[PAST EVENT] Jeremy Myers, Computer Science - Dissertation Defense

March 29, 2024
10am - 12pm
Location
Wren Building, zoom
111 Jamestown Rd
Williamsburg, VA 23185Map this location

Abstract:
Low-rank approximations play an important role in data science analysis and applications. When the model is linear and the data is represented as a matrix, the optimal rank-r approximation is given by the r dominant factors of the singular value decomposition (SVD). When the model is multilinear and the data is represented as a multi-way array called a tensor, the optimal rank-r approximation may not even exist. Nonetheless, the canonical polyadic decomposition (CP) provides a useful low-rank tensor approximation for interpretability and analysis in a way similar to the matrix SVD but across multiple axes simultaneously. In this dissertation, we focus on two important problems involving low-rank matrix and tensor models for data science applications.
The first thrust of this dissertation involves maintaining a summary or sketch matrix from a data stream. We study the trade-offs between an established framework for low-rank approximation of streaming data, called incremental SVD, where a low-rank approximation is maintained for every innovation of data, and randomized sketching, where the data stream is summarized and a low-rank approximation is reconstructed later. We analyze the role of iterative methods with incremental SVD and provide numerical evidence to support our analysis. We evaluate the relative accuracy and computational costs of incremental SVD and randomized sketching on datasets that are challenging for even state-of-the-art batch solvers. We develop a sampling-based convergence criterion to terminate computation early with negligible loss of fidelity.

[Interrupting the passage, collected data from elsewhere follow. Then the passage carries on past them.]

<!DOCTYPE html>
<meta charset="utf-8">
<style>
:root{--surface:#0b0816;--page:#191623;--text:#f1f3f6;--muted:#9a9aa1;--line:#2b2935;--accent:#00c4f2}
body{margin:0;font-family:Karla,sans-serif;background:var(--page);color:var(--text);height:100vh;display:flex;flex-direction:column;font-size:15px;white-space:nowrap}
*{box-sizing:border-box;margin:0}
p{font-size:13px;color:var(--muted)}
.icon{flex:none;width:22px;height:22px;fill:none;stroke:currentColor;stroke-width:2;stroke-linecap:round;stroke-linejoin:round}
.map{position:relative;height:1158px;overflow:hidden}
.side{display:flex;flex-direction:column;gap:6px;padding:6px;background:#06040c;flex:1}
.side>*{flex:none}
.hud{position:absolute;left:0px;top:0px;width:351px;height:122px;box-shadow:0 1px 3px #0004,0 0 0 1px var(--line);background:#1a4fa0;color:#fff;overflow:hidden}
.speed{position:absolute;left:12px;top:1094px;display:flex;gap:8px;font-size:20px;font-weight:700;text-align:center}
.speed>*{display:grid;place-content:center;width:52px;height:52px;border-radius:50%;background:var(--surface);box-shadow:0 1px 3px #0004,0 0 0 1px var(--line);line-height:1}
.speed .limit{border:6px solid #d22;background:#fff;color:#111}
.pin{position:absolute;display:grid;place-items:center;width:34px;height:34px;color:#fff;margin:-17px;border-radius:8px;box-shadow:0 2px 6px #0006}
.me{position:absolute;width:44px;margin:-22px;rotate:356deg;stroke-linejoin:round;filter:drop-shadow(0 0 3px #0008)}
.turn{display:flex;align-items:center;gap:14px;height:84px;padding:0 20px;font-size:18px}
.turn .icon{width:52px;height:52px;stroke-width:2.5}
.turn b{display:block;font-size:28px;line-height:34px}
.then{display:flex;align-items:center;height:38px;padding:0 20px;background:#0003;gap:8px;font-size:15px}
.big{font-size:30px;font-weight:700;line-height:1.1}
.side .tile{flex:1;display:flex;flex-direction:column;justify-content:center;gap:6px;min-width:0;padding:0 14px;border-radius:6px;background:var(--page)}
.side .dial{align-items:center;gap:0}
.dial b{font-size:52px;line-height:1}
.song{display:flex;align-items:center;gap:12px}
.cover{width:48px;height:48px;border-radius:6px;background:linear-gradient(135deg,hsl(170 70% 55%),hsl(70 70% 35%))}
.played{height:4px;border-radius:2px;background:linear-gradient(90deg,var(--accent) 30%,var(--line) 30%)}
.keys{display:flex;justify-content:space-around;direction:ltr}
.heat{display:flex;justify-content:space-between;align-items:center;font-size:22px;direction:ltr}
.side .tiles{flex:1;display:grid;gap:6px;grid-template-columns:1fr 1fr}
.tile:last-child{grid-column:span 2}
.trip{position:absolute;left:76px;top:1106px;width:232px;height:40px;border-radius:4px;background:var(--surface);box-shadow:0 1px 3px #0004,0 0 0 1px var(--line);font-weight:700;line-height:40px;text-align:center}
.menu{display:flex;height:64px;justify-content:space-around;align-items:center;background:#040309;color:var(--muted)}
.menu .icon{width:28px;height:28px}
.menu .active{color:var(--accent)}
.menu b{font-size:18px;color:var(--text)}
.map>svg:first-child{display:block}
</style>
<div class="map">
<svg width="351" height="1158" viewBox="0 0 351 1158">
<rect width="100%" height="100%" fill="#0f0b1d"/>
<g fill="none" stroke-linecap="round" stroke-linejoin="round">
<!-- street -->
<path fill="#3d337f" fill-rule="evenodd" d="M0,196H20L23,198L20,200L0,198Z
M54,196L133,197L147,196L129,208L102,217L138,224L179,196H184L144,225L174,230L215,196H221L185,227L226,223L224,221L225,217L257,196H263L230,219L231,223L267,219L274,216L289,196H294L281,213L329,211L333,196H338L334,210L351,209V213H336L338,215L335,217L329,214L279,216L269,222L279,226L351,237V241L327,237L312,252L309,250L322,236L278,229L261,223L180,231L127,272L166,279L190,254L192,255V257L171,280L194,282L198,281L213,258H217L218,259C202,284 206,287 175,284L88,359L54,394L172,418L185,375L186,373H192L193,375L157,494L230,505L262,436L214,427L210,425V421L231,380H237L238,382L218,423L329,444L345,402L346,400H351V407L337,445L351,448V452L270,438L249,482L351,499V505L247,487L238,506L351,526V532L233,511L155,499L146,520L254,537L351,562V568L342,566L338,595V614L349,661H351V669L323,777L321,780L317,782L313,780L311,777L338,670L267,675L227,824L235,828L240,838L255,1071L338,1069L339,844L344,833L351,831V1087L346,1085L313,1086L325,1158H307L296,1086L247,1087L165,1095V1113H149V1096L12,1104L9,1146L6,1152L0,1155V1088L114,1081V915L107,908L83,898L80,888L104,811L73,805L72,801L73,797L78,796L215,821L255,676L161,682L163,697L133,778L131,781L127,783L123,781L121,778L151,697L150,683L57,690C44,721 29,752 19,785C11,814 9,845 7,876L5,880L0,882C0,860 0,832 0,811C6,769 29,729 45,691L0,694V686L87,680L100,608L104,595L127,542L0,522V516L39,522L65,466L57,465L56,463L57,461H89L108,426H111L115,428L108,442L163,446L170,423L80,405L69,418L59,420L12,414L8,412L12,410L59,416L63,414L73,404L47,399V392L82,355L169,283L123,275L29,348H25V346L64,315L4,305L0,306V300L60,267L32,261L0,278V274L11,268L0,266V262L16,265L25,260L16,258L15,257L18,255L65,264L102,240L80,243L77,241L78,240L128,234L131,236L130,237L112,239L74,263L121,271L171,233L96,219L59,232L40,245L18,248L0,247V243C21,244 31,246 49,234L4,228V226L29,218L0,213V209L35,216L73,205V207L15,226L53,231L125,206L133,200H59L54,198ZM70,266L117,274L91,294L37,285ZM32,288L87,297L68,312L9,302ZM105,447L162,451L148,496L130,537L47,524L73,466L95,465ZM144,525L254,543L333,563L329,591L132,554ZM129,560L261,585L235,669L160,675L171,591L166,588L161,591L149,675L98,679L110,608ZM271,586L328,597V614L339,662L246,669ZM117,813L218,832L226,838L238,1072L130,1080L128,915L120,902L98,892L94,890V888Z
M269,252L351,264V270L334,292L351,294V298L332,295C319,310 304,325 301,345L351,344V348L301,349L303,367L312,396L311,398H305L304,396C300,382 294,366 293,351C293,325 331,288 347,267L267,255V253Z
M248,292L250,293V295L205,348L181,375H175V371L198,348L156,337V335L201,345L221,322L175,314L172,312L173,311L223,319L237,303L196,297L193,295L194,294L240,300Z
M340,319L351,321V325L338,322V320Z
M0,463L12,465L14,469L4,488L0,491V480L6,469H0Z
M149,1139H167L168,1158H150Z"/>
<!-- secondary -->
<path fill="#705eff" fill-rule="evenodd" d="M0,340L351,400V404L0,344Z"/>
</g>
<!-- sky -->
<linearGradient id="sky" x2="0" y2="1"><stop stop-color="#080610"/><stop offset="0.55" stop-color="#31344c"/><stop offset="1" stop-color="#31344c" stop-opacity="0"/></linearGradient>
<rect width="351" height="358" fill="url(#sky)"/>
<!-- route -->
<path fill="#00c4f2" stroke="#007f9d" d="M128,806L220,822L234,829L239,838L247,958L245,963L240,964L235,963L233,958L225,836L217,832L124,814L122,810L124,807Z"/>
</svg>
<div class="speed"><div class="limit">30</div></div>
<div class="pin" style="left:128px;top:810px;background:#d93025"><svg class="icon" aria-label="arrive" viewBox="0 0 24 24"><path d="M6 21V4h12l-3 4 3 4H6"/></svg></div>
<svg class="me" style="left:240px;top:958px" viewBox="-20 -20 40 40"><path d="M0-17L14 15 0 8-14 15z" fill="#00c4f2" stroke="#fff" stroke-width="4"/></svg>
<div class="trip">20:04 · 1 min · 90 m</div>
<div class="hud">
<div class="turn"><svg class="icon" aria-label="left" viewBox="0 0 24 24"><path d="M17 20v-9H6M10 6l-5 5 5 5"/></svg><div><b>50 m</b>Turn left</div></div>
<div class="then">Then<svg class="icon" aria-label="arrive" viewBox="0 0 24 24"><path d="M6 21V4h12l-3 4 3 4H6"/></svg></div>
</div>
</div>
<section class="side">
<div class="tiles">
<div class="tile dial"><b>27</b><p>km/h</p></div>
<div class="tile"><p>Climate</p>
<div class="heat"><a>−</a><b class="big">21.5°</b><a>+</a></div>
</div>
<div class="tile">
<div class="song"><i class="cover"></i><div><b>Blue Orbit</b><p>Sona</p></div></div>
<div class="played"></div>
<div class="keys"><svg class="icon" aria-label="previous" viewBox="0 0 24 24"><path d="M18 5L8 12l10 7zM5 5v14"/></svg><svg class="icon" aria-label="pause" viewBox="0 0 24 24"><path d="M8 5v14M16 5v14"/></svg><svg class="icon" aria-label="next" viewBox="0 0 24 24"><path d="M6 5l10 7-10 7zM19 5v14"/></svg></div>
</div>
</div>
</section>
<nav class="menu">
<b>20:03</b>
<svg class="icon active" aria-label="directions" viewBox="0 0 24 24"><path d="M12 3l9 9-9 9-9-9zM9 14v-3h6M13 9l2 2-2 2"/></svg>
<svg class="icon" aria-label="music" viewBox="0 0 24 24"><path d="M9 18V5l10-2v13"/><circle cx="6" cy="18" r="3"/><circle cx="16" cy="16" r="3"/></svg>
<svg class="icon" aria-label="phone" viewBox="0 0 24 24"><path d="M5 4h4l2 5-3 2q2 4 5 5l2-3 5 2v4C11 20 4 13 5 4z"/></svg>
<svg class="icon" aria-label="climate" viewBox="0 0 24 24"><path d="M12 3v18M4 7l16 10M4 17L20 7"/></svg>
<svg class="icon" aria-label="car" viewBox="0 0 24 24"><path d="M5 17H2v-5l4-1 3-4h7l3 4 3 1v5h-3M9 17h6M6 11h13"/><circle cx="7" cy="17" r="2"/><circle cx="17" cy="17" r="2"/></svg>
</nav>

The second thrust involves computing a low-rank CP decomposition model when the input entries are counts, i.e., non-negative integers, that are assumed to follow a Poisson distribution. Our first contribution is a systematic study of state-of-the-art algorithms. Our second contribution is a hybrid method that switches between a deterministic and a randomized algorithm to leverage desirable computational properties from both methods with the overall goal of achieving optimal accuracy-performance trade-off. Our third contribution is a heuristic that detects convergence toward undesirable solutions and implements a restarting technique to improve the likelihood the method will converge to the optimal solution.
Bio:
Jeremy Myers is a Ph.D candidate under the supervision of Dr. Andreas Stathopoulos in the Computer Science Department at William & Mary and Dr. Daniel Dunlavy at Sandia National Laboratories. He received a B.S. and a M.S. in Mathematical Sciences from Virginia Commonwealth University in Richmond, VA, in 2014 and 2017, respectively. He received a B.A. in International Affairs from James Madison University in Harrisonburg, VA, in 2009. His research focuses on algorithms at the intersection of numerical linear algebra, machine learning, and data science. His research has appeared in IEEE HPEC20, IEEE HPEC21, SIAM OP23, and ICIAM 2023. He has co-organized minisymposia at SIAM LA21 and SIAM PP22.